Segment Start: Data provided

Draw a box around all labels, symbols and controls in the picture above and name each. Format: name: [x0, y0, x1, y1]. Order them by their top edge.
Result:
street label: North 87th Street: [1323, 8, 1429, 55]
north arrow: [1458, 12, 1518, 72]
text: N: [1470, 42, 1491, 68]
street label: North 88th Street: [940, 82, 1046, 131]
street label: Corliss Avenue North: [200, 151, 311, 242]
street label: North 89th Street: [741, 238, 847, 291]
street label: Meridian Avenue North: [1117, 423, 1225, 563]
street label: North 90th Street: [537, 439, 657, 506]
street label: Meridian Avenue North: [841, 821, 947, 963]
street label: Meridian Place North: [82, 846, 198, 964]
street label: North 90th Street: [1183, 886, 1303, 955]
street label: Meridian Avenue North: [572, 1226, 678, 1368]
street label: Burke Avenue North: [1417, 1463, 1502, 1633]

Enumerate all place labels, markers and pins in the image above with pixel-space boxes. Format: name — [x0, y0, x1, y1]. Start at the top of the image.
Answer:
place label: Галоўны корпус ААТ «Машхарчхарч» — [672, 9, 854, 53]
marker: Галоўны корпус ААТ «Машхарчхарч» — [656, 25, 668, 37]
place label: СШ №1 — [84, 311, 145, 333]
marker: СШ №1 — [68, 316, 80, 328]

Segment End: Data provided

◆ What you are asked to do
All entries should be given again precisely as they appear above.

◆ Answer to this problem
Draw a box around all labels, symbols and controls in the picture above and name each. Format: name: [x0, y0, x1, y1]. Order them by their top edge.
Result:
street label: North 87th Street: [1323, 8, 1429, 55]
north arrow: [1458, 12, 1518, 72]
text: N: [1470, 42, 1491, 68]
street label: North 88th Street: [940, 82, 1046, 131]
street label: Corliss Avenue North: [200, 151, 311, 242]
street label: North 89th Street: [741, 238, 847, 291]
street label: Meridian Avenue North: [1117, 423, 1225, 563]
street label: North 90th Street: [537, 439, 657, 506]
street label: Meridian Avenue North: [841, 821, 947, 963]
street label: Meridian Place North: [82, 846, 198, 964]
street label: North 90th Street: [1183, 886, 1303, 955]
street label: Meridian Avenue North: [572, 1226, 678, 1368]
street label: Burke Avenue North: [1417, 1463, 1502, 1633]

Enumerate all place labels, markers and pins in the image above with pixel-space boxes. Format: name — [x0, y0, x1, y1]. Start at the top of the image.
Answer:
place label: Галоўны корпус ААТ «Машхарчхарч» — [672, 9, 854, 53]
marker: Галоўны корпус ААТ «Машхарчхарч» — [656, 25, 668, 37]
place label: СШ №1 — [84, 311, 145, 333]
marker: СШ №1 — [68, 316, 80, 328]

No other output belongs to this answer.